INSTRUCTIONS FOR THE TASK:
Look through the records below and collect all lines that hold the string "rotate".

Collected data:
+---+

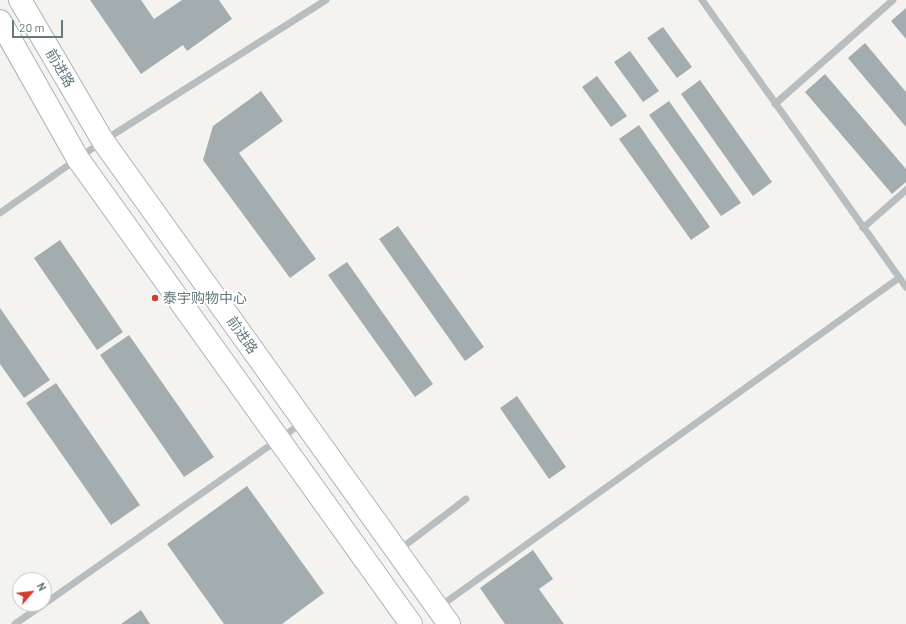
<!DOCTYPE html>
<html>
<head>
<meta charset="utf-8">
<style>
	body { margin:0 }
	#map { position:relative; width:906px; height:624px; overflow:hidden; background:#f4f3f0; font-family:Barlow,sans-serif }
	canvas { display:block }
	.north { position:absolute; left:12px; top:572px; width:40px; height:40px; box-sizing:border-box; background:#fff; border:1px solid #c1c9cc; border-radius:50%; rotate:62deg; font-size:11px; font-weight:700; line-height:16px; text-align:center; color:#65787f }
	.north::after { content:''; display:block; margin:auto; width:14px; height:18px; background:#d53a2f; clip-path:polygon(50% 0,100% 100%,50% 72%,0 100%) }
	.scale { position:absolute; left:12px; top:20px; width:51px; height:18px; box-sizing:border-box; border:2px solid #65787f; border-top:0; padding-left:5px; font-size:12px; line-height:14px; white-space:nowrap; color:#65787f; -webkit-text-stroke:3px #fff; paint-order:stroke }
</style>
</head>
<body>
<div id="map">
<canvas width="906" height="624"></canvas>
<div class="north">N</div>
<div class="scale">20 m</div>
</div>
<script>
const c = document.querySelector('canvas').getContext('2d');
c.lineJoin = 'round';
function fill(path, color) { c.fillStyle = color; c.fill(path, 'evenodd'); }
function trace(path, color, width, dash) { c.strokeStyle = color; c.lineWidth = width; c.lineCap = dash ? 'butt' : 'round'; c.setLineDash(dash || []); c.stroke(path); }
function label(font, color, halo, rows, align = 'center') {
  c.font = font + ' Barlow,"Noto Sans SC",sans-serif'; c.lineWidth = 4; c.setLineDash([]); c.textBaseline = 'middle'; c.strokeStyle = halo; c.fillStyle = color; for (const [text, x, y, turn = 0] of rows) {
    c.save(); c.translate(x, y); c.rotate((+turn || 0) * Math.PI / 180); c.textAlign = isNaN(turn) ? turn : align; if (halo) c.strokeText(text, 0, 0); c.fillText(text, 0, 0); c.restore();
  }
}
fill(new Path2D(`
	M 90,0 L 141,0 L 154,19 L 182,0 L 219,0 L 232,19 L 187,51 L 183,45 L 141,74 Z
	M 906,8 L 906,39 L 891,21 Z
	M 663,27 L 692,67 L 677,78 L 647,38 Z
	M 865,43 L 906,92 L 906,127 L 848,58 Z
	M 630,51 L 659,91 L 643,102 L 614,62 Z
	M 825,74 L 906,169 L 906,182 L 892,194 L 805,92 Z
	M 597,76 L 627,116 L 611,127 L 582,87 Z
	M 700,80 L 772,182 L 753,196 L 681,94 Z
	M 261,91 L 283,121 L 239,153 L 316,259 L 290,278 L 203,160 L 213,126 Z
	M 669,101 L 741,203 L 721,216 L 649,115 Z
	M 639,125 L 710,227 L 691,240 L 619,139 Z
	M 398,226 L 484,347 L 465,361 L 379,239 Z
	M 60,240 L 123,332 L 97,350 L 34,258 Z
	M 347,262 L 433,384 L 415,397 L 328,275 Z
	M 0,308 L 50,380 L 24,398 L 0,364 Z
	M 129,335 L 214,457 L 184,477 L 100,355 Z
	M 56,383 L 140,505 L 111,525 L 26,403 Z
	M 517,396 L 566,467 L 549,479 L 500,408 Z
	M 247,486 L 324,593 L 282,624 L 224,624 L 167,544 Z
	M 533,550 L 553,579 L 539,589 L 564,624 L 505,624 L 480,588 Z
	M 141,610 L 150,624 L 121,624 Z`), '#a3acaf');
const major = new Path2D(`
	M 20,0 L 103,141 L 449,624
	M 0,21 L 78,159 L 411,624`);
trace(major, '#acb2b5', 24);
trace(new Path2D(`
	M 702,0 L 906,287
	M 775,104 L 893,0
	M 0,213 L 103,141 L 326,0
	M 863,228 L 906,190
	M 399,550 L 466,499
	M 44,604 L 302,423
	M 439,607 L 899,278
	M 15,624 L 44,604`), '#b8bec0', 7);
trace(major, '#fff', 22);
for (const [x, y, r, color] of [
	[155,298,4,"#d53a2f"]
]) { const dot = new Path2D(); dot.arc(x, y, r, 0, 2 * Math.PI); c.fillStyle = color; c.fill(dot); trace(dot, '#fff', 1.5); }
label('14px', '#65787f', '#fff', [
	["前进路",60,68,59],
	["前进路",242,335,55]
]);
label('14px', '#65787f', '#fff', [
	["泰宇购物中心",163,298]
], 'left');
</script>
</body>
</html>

+---+

RESPONSE:
	.north { position:absolute; left:12px; top:572px; width:40px; height:40px; box-sizing:border-box; background:#fff; border:1px solid #c1c9cc; border-radius:50%; rotate:62deg; font-size:11px; font-weight:700; line-height:16px; text-align:center; color:#65787f }
    c.save(); c.translate(x, y); c.rotate((+turn || 0) * Math.PI / 180); c.textAlign = isNaN(turn) ? turn : align; if (halo) c.strokeText(text, 0, 0); c.fillText(text, 0, 0); c.restore();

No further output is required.